O E2(タイプ5 AS外部LSA)で学習をしています。 via はnext-hopです。この172.16.0.0/16がどこに行けばいいかということです。10.0.0.2(runsuru-02)と10.0.0.1(runsuru-01)からOSPFで学習しているため、この2つがnext-hopになっています。

②runsuru01/02が192.168.100.0/24の経路をOSPFで学習していることを確認する

runsuru-01、runsuru-02は、OSPFネイバーのrunsuru-03から192.168.100.0/24を学習しています。

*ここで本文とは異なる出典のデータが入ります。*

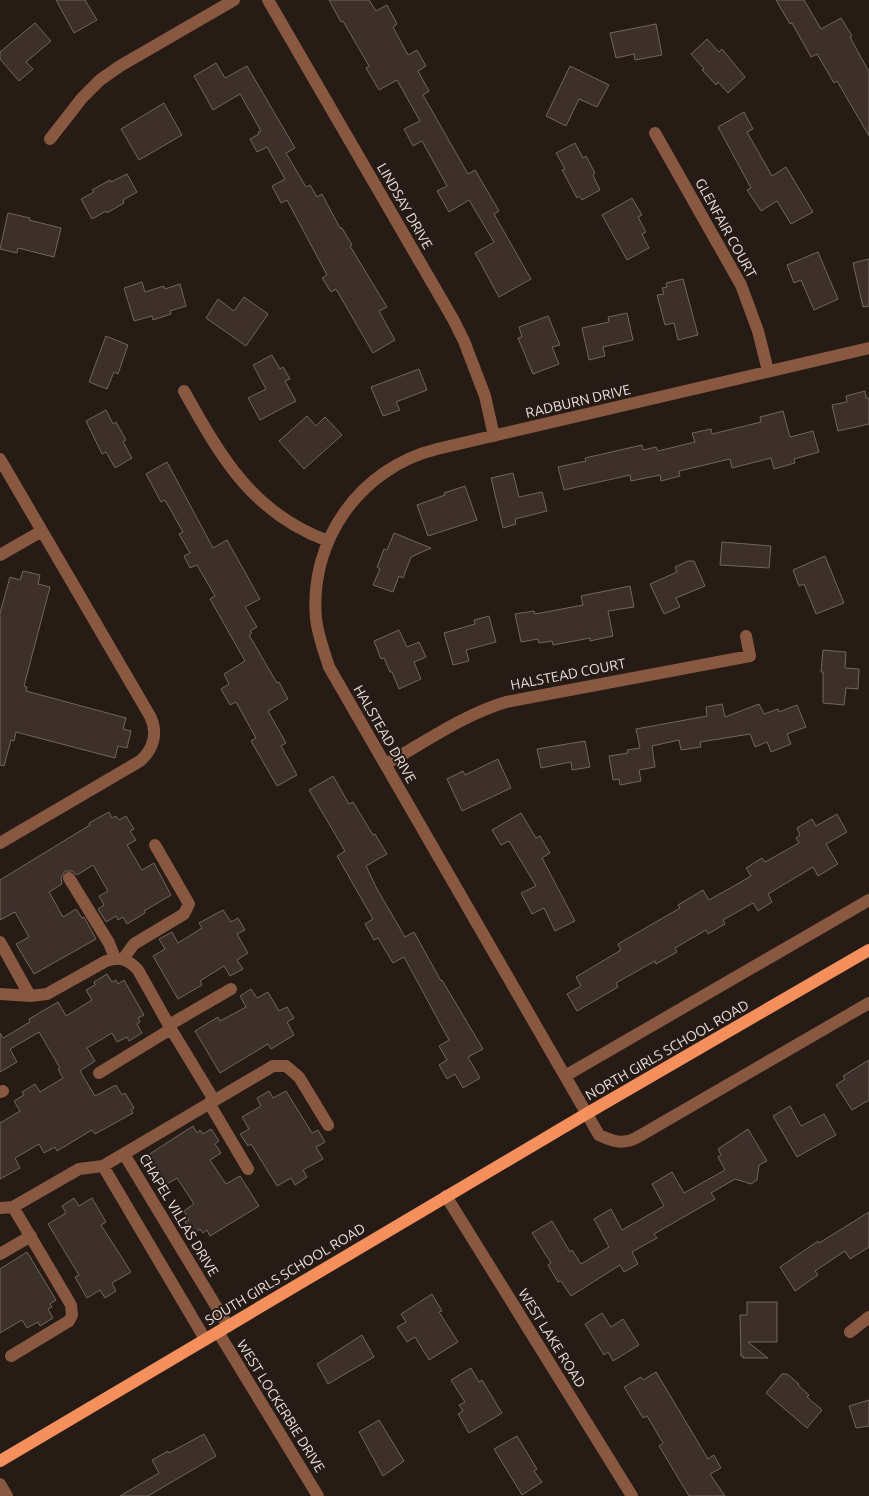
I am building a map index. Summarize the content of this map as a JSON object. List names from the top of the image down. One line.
{"streets":{"main road":["NORTH GIRLS SCHOOL ROAD","SOUTH GIRLS SCHOOL ROAD"],"street":["LINDSAY DRIVE","GLENFAIR COURT","RADBURN DRIVE","HALSTEAD COURT","HALSTEAD DRIVE","CHAPEL VILLAS DRIVE","WEST LAKE ROAD","WEST LOCKERBIE DRIVE"]},"crossings":[["LINDSAY DRIVE","RADBURN DRIVE"],["GLENFAIR COURT","RADBURN DRIVE"],["RADBURN DRIVE","HALSTEAD DRIVE"],["HALSTEAD COURT","HALSTEAD DRIVE"],["HALSTEAD DRIVE","NORTH GIRLS SCHOOL ROAD"],["HALSTEAD DRIVE","SOUTH GIRLS SCHOOL ROAD"],["NORTH GIRLS SCHOOL ROAD","SOUTH GIRLS SCHOOL ROAD"],["CHAPEL VILLAS DRIVE","SOUTH GIRLS SCHOOL ROAD"],["CHAPEL VILLAS DRIVE","WEST LOCKERBIE DRIVE"],["SOUTH GIRLS SCHOOL ROAD","WEST LAKE ROAD"],["SOUTH GIRLS SCHOOL ROAD","WEST LOCKERBIE DRIVE"]]}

それを以下のコマンドで確認します。数が多いのでospfだけに絞ります。

show ip route ospf

runsuru-01のshow ip route ospfの結果です。

 

O(タイプ1 ルータLSA)で学習をしています。 via は、10.0.0.3になっているのでrunsuru-03から学習していることがわかります。

補足:OSPFで経路を流す設定①

ネイバーの設定をしただけでは、意図した経路をOSPFで流すことはできません。何も設定しないとOSPFに参加したインタフェースだけです。例えば、runsuru-01と02は、172.16.0.0/16の経路をOSPFに流すようにに明示的に設定をしています。

runsuru-01の場合は、この設定です。

redistribute connected subnets  です。connectedの経路をOSPFで流してあげるということです。

connectedは、自分が持っている経路です。runsuru-01は、vlan2001で172.16.0.1/16のIPアドレスを持っているから、自分の経路として認識します。connected は、show ip route でも確認できます。

Lは、local。つまりrunsuru-01(自分)ということです。

補足:OSPFで経路を流す設定②

runsuru-03は、上記①と少し設定が違います。このようにしてOSPFに流すようにに明示的に設定をしています。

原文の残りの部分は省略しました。